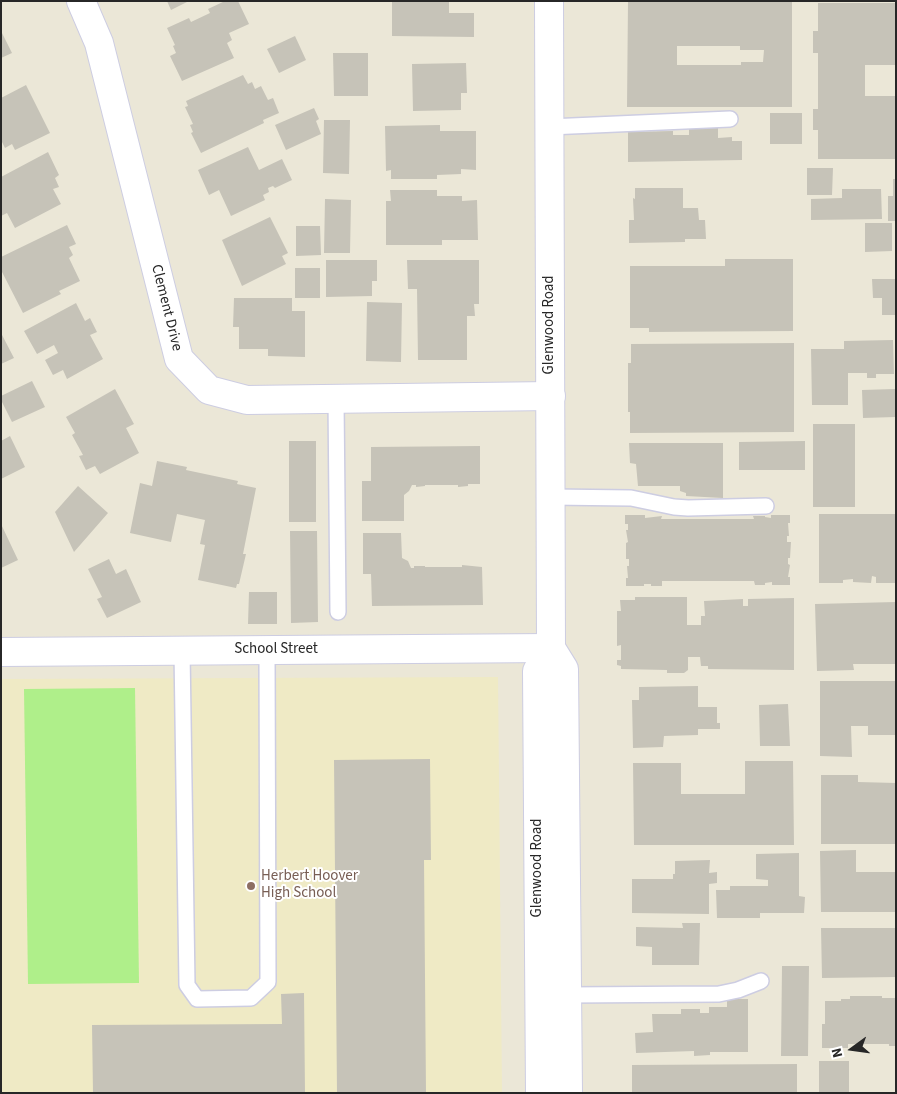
<!DOCTYPE html>
<style>
body{margin:0}
#map{position:relative;width:897px;height:1094px;overflow:hidden;background:#ebe7d7;font-family:"Source Sans 3",sans-serif}
canvas{display:block}
.frame{position:absolute;inset:0;border:2px solid #272727;pointer-events:none}
.north{position:absolute;left:827px;top:1024px;width:50px;height:50px;-webkit-text-stroke:4px #fff;paint-order:stroke;rotate:256deg;font-size:14px;font-weight:700;line-height:20px;text-align:center;color:#272727}
.north::after{content:'';display:block;margin:auto;width:18px;height:22px;background:#272727;clip-path:polygon(50% 0,100% 100%,50% 72%,0 100%)}
</style>
<div id="map">
<canvas width="897" height="1094"></canvas>
<div class="frame"></div>
<div class="north">N</div>
</div>
<script>
const c = document.querySelector('canvas').getContext('2d');
c.lineJoin = 'round';
function fillPath(path, color) { c.fillStyle = color; c.fill(path, 'evenodd'); }
const toPath = rows => new Path2D(rows.map(r => 'M' + r).join(''));
function stroke(path, color, width, dash) { c.strokeStyle = color; c.lineWidth = width; c.lineCap = dash ? 'butt' : 'round'; c.setLineDash(dash || []); c.stroke(path); }
function drawText(font, color, halo, rows, align = 'center') {
  c.font = font + ' "Source Sans 3",sans-serif'; c.lineWidth = 4; c.setLineDash([]); c.textBaseline = 'middle'; c.strokeStyle = halo; c.fillStyle = color; for (const [text, x, y, turn = 0] of rows) {
    c.save(); c.translate(x, y); c.rotate((+turn || 0) * Math.PI / 180); c.textAlign = isNaN(turn) ? turn : align; if (halo) c.strokeText(text, 0, 0); c.fillText(text, 0, 0); c.restore();
  }
}
const education = toPath([
 [498,677,502,1093,1,1093,1,679]
]);
const pitch = toPath([
 [135,688,139,983,28,984,24,689]
]);
const building = toPath([
 [167,1,189,1,171,10],
 [225,1,238,1,249,24,229,33,232,40,227,43,234,58,182,81,170,56,176,53,173,46,175,45,167,28,189,18,191,22,210,13,208,9],
 [392,1,449,1,449,13,474,13,474,37,392,36],
 [628,2,792,2,792,107,627,107],
 [677,46,740,46,740,50,764,50,763,62,741,62,741,65,677,65],
 [818,3,896,3,896,65,865,65,865,96,896,96,896,159,818,159,818,130,813,130,813,109,818,109,818,53,813,53,813,31,818,31],
 [1,31,12,53,1,58],
 [295,36,306,60,279,73,267,49],
 [333,53,368,53,368,96,334,96],
 [466,63,467,93,461,93,461,110,413,111,412,64],
 [243,75,248,84,252,82,255,89,261,86,268,100,273,98,279,113,263,120,264,123,201,153,191,133,193,132,190,125,193,124,185,107,188,106,186,101],
 [26,85,50,133,15,150,12,144,5,148,1,140,1,98],
 [314,108,319,119,316,121,321,134,286,150,275,125],
 [770,113,802,113,802,144,770,144],
 [324,120,350,120,349,174,323,173],
 [440,125,440,131,476,131,476,170,461,169,461,174,437,175,437,179,391,179,391,170,386,171,385,126],
 [689,126,718,126,718,138,732,137,732,141,742,141,742,160,628,162,628,132,673,131,673,135,689,135],
 [248,147,259,170,282,159,292,180,275,188,273,186,268,188,269,192,263,195,265,200,231,216,219,190,209,195,198,170],
 [48,152,59,175,55,178,59,187,53,189,61,204,15,228,7,213,1,216,1,177],
 [807,168,833,168,832,195,807,195],
 [893,179,896,179,896,221,888,221,888,196,893,196],
 [635,188,683,188,683,208,698,208,699,220,705,220,706,239,685,239,685,242,629,243,629,220,634,220,633,198,635,199],
 [842,189,881,189,882,219,811,220,811,199,842,198],
 [390,190,437,190,437,196,462,196,462,201,477,200,478,240,442,240,442,245,386,245,386,201,391,201],
 [325,199,351,200,350,253,324,253],
 [270,217,288,253,282,256,286,264,242,286,222,240],
 [865,223,892,223,892,251,865,252],
 [67,225,76,244,69,247,73,255,69,258,80,281,59,291,61,294,23,313,1,270,1,257],
 [296,226,320,226,321,255,296,256],
 [725,259,793,259,793,331,649,332,649,328,630,328,630,266,725,266],
 [326,260,377,260,377,281,372,281,372,296,326,297],
 [407,260,479,260,479,304,474,304,475,316,467,316,467,360,418,360,417,289,408,289],
 [295,268,320,268,320,298,295,298],
 [872,279,896,279,896,315,882,315,882,298,873,298],
 [234,298,292,298,292,311,305,311,305,357,268,356,268,349,239,349,239,327,233,327],
 [367,302,402,303,401,362,366,361],
 [76,303,85,321,90,318,97,332,90,335,103,359,67,379,63,370,53,375,45,360,58,353,54,345,37,354,24,331],
 [1,333,14,358,1,364],
 [893,340,894,374,876,374,876,378,867,378,867,373,848,373,848,405,812,405,811,349,844,349,844,341],
 [794,343,794,432,630,433,630,412,628,412,628,363,631,363,631,344],
 [32,381,45,407,12,422,1,400,1,396],
 [115,389,134,424,126,428,139,453,100,474,95,466,86,470,79,456,83,455,72,435,75,433,66,417],
 [895,389,895,417,863,418,862,390],
 [813,424,855,424,855,507,813,507],
 [10,436,25,467,1,479,1,441],
 [289,441,316,441,316,522,289,522],
 [805,441,805,470,739,470,739,442],
 [629,443,723,443,723,498,686,496,686,493,680,491,680,486,638,486,636,464,630,463],
 [480,446,480,484,468,484,468,486,458,487,458,485,425,485,425,486,416,487,416,485,412,485,409,491,404,495,404,521,362,521,362,481,371,481,371,447],
 [157,461,187,467,186,470,238,481,237,484,256,488,243,554,246,554,239,584,237,584,236,588,198,580,205,545,200,544,205,520,177,514,171,542,130,533,140,483,152,486],
 [78,486,108,513,74,552,55,512],
 [819,514,896,514,895,583,876,583,876,577,872,576,871,583,853,582,853,579,843,580,843,583,819,583],
 [625,515,645,515,645,518,662,516,661,519,754,519,753,516,765,516,765,517,771,518,771,515,790,515,790,523,788,523,789,536,787,536,787,542,791,542,790,558,788,558,788,564,790,565,788,577,790,577,790,585,772,585,772,582,765,583,765,585,755,585,754,581,662,581,662,586,651,586,651,584,644,584,644,586,626,586,626,578,628,578,627,566,629,566,629,559,626,559,626,543,628,542,626,530,628,530,628,524,625,524],
 [1,524,18,560,1,568],
 [290,531,317,531,318,622,291,623],
 [363,533,401,533,402,558,408,561,411,568,414,568,414,566,425,566,425,567,462,567,462,565,482,567,483,605,372,606,371,574,363,574],
 [109,559,116,574,126,569,141,602,107,618,97,599,102,597,88,569],
 [249,592,277,592,277,624,248,624],
 [635,597,687,597,687,625,701,625,701,616,705,616,704,601,743,599,743,606,748,606,748,599,794,598,794,670,708,669,708,666,701,666,700,657,688,657,688,670,684,673,667,673,667,670,621,669,621,666,617,665,617,660,621,660,621,645,617,646,617,611,621,611,620,600,635,600],
 [896,602,896,664,853,664,854,670,817,671,815,604],
 [820,681,896,681,896,735,868,735,868,726,851,726,852,757,820,756],
 [698,686,698,707,717,707,717,723,720,723,720,729,698,729,698,735,664,736,663,747,633,748,632,700,639,700,639,687],
 [788,704,790,746,760,746,759,705],
 [430,759,431,860,424,860,426,1093,337,1093,334,760],
 [745,761,793,761,794,845,634,845,633,763,681,763,681,794,745,794],
 [821,775,858,775,858,782,896,783,896,844,821,844],
 [856,850,856,872,896,872,896,912,821,912,820,851],
 [799,853,799,896,805,897,804,913,760,913,760,918,717,918,716,890,730,890,730,886,768,886,768,880,756,879,756,854],
 [710,860,709,873,717,872,717,883,709,884,709,914,632,913,632,879,673,879,673,874,675,874,675,861],
 [682,923,700,923,699,965,652,965,652,947,636,946,636,927,683,928],
 [821,928,896,928,896,977,822,978],
 [782,966,809,966,808,1056,781,1056],
 [304,993,305,1093,93,1093,92,1025,282,1024,281,994],
 [850,996,882,996,882,998,895,998,896,1046,889,1046,889,1044,848,1044,848,1048,822,1048,822,1024,825,1024,825,1001,841,1001,841,999,850,999],
 [727,999,748,999,748,1052,710,1052,710,1055,694,1056,694,1051,636,1053,635,1033,653,1032,652,1014,681,1014,681,1009,700,1009,700,1013,709,1013,709,1007,727,1007],
 [819,1061,849,1061,849,1093,819,1093],
 [797,1064,797,1093,632,1093,632,1065]
]);
const service = toPath([
 [549,127,730,119],
 [336,399,338,612],
 [551,497,631,498,674,507,688,508,766,506],
 [182,651,187,985,197,999,251,998,268,982,267,650],
 [567,995,719,994,738,990,761,981]
]);
const minor = toPath([
 [81,1,99,43,179,359,209,390,247,400,551,396],
 [1,652,551,648]
]);
const tertiary = toPath([
 [549,1,551,648,564,669,568,1093],
 [540,1093,537,671,551,648]
]);
const markers = [
 [251,886,5,"#8d6e63"]
];
const streetNames = [
 ["Clement Drive",166,308,76],
 ["Glenwood Road",550,325,-90],
 ["School Street",276,650],
 ["Glenwood Road",538,868,-90]
];
const educationNames = [
 ["Herbert Hoover",261,877],
 ["High School",261,894]
];
fillPath(education, '#efeac5');
fillPath(pitch, '#afef8a');
fillPath(building, '#c6c3b8');
stroke(service, '#cdcde2', 18);
stroke(minor, '#cdcde2', 30);
stroke(tertiary, '#cdcde2', 30);
stroke(service, '#fff', 15);
stroke(minor, '#fff', 28);
stroke(tertiary, '#fff', 28);
for (const [x, y, r, color] of markers) { const dot = new Path2D(); dot.arc(x, y, r, 0, 2 * Math.PI); c.fillStyle = color; c.fill(dot); stroke(dot, '#fff', 2); }
drawText('15px', '#272727', '#fff', streetNames);
drawText('15px', '#785e54', '#fff', educationNames, 'left');
</script>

● ● ● ● ● ● ●

*Requirement*. Copy word for word the stretch of entries above from the line that has "function fillPath(path, color)" through the line that has "function stroke(path, color, width, dash)", both ends included, and nothing outside it.

*Task answer*.
function fillPath(path, color) { c.fillStyle = color; c.fill(path, 'evenodd'); }
const toPath = rows => new Path2D(rows.map(r => 'M' + r).join(''));
function stroke(path, color, width, dash) { c.strokeStyle = color; c.lineWidth = width; c.lineCap = dash ? 'butt' : 'round'; c.setLineDash(dash || []); c.stroke(path); }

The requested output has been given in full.